YOUR GOAL: The line containing "context.lineJoin = 'round';" marks the end: output every line of the data up to it, and that line too, exactly as written.

RECORDS FOR THIS TASK:
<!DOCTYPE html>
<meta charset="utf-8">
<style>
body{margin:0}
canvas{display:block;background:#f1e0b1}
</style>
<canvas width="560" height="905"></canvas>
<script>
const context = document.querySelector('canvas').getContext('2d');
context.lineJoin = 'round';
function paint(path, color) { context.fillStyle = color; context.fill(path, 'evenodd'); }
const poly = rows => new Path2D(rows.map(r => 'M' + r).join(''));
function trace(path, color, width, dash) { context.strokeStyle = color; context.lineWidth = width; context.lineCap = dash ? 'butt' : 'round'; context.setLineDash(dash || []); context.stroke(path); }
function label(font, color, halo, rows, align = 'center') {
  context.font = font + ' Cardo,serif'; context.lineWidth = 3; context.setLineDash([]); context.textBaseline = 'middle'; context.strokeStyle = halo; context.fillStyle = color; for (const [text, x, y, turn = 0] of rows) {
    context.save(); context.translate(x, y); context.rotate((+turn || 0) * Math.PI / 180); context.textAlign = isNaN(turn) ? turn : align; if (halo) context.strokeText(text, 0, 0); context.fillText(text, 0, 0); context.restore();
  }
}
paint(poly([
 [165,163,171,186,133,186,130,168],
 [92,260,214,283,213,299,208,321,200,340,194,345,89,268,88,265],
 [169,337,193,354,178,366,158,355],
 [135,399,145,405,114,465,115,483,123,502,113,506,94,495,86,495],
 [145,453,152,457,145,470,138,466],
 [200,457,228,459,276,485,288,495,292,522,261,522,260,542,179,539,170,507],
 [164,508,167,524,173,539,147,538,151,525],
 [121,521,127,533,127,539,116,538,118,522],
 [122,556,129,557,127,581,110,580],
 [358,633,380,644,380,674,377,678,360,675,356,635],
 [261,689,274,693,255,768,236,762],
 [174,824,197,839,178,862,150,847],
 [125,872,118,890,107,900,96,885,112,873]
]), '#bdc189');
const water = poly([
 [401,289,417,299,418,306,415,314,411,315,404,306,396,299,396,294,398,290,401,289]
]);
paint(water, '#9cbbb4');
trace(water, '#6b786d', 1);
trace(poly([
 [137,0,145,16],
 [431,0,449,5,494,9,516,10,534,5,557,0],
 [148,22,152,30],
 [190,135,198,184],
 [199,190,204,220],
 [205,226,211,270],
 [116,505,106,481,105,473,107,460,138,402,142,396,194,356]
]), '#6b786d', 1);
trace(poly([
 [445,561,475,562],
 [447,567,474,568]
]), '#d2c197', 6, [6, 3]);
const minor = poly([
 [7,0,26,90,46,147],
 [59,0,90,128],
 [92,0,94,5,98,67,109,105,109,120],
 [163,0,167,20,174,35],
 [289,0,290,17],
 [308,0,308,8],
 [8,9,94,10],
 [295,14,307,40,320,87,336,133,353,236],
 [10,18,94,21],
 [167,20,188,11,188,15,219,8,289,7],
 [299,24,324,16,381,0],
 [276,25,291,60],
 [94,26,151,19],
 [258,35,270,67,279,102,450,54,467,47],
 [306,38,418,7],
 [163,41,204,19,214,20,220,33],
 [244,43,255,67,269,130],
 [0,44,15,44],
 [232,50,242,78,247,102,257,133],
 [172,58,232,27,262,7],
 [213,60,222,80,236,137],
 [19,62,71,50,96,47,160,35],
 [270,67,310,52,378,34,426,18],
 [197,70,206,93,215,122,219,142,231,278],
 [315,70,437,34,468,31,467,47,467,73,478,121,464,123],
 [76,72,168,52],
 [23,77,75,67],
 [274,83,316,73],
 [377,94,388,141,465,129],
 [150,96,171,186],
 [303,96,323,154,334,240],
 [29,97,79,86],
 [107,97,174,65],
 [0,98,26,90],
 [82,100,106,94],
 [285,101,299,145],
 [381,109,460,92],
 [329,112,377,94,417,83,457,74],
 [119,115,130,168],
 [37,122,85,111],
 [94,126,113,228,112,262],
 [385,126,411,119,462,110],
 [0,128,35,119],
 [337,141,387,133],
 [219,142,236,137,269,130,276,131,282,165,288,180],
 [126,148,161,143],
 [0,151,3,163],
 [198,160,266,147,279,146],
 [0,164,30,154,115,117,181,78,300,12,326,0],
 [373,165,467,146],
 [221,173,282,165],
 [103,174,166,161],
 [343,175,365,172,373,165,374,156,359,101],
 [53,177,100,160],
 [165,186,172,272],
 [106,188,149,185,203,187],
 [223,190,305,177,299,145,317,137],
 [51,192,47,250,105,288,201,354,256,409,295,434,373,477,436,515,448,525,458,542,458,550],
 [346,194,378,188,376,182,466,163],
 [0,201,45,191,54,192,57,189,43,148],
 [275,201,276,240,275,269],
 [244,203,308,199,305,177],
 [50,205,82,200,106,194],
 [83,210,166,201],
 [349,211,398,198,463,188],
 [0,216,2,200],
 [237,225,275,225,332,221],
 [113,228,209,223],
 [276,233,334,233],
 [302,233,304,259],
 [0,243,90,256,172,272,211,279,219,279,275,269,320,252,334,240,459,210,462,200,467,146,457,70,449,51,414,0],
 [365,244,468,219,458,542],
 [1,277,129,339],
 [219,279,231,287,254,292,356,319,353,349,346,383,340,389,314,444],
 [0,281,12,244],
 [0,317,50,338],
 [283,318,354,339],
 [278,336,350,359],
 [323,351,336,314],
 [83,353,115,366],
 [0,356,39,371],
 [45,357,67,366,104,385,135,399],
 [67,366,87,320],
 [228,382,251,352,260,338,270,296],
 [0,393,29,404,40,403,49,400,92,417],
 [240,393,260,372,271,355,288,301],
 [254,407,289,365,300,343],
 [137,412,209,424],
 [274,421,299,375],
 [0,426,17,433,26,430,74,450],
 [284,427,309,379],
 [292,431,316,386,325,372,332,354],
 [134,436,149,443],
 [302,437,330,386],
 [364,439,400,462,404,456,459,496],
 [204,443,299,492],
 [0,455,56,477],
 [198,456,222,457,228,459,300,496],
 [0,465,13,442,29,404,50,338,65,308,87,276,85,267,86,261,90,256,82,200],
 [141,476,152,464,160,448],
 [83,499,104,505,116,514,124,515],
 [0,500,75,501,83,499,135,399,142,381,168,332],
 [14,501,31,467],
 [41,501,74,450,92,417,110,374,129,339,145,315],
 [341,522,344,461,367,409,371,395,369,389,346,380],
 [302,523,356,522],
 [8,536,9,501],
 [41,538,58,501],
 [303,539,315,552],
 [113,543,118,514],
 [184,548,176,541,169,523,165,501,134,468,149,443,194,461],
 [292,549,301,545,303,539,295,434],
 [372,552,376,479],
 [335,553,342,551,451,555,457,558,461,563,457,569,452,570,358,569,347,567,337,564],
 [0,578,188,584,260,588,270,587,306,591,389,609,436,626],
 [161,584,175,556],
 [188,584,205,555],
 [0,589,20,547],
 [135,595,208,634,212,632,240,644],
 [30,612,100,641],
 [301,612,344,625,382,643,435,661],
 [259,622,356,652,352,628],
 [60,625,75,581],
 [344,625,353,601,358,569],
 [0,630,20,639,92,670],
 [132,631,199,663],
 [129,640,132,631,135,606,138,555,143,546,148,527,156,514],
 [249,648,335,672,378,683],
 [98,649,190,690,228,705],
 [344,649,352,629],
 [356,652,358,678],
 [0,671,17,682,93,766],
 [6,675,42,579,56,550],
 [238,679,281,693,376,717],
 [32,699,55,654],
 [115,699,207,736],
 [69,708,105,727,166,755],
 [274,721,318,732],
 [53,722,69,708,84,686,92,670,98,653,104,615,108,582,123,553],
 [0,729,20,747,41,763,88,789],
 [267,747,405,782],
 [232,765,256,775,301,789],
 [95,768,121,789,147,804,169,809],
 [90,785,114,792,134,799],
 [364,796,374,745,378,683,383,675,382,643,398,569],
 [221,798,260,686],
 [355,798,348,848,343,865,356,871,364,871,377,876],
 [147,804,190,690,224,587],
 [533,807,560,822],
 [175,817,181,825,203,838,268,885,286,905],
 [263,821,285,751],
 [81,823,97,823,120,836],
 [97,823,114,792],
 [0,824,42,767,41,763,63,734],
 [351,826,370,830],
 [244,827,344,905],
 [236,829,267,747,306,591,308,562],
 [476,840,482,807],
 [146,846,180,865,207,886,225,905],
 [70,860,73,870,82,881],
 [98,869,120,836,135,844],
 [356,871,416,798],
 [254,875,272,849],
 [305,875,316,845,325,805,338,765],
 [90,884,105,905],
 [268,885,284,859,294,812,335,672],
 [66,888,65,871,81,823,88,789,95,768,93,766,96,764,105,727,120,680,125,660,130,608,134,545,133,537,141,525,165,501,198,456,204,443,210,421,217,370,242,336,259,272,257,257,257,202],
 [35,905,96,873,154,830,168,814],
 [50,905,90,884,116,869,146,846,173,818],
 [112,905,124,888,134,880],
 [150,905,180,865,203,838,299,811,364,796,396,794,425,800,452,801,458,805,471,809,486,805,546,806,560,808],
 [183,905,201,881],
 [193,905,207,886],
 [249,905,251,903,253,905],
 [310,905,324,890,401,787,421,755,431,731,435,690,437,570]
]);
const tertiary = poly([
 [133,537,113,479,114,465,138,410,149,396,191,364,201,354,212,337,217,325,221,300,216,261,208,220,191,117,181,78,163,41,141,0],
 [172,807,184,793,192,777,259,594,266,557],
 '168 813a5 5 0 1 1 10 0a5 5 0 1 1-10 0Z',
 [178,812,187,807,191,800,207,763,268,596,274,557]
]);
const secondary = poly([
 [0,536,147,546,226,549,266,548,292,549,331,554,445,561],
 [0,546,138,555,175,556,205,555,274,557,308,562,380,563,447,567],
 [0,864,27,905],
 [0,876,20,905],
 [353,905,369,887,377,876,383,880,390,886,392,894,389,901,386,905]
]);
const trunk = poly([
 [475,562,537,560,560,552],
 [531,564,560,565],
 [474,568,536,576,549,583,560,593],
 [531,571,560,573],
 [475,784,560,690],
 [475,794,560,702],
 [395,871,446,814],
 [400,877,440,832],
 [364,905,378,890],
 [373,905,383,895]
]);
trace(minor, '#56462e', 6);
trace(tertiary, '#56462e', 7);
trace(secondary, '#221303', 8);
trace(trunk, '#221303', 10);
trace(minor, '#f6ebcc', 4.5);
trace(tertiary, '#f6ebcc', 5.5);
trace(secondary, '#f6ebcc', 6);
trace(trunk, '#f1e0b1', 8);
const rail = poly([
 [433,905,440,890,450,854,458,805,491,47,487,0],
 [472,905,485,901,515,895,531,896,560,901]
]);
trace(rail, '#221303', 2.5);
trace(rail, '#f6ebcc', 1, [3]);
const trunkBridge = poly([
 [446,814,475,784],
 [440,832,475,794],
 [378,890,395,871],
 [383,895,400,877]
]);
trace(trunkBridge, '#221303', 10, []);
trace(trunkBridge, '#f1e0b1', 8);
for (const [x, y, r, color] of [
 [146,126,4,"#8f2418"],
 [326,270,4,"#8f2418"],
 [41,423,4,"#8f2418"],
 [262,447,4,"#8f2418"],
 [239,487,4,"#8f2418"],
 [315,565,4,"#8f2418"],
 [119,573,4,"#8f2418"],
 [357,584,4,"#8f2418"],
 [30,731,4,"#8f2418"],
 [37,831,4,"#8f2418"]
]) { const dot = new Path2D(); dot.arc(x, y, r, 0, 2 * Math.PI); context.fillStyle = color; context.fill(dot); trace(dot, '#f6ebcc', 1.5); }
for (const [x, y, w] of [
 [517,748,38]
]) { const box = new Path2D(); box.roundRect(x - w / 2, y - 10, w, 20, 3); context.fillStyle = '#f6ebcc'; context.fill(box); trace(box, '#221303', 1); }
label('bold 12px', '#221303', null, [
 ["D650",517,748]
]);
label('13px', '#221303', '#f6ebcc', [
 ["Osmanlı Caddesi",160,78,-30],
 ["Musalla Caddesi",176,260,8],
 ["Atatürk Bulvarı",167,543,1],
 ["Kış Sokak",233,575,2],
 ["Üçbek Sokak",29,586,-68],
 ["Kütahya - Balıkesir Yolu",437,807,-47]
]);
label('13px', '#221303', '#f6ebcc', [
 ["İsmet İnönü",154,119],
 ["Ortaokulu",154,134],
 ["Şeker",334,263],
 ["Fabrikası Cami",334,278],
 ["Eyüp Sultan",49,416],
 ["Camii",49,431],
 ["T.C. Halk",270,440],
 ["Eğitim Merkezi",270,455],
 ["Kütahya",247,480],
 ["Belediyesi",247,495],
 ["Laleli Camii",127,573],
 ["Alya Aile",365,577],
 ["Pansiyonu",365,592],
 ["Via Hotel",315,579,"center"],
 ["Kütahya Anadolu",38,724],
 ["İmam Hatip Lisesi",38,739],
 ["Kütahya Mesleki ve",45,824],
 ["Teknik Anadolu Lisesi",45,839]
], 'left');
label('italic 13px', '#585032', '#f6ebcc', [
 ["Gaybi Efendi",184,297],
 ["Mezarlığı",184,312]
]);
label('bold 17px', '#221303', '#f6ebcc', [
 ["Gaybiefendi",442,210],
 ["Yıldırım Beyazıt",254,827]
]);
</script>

ANSWER:
<!DOCTYPE html>
<meta charset="utf-8">
<style>
body{margin:0}
canvas{display:block;background:#f1e0b1}
</style>
<canvas width="560" height="905"></canvas>
<script>
const context = document.querySelector('canvas').getContext('2d');
context.lineJoin = 'round';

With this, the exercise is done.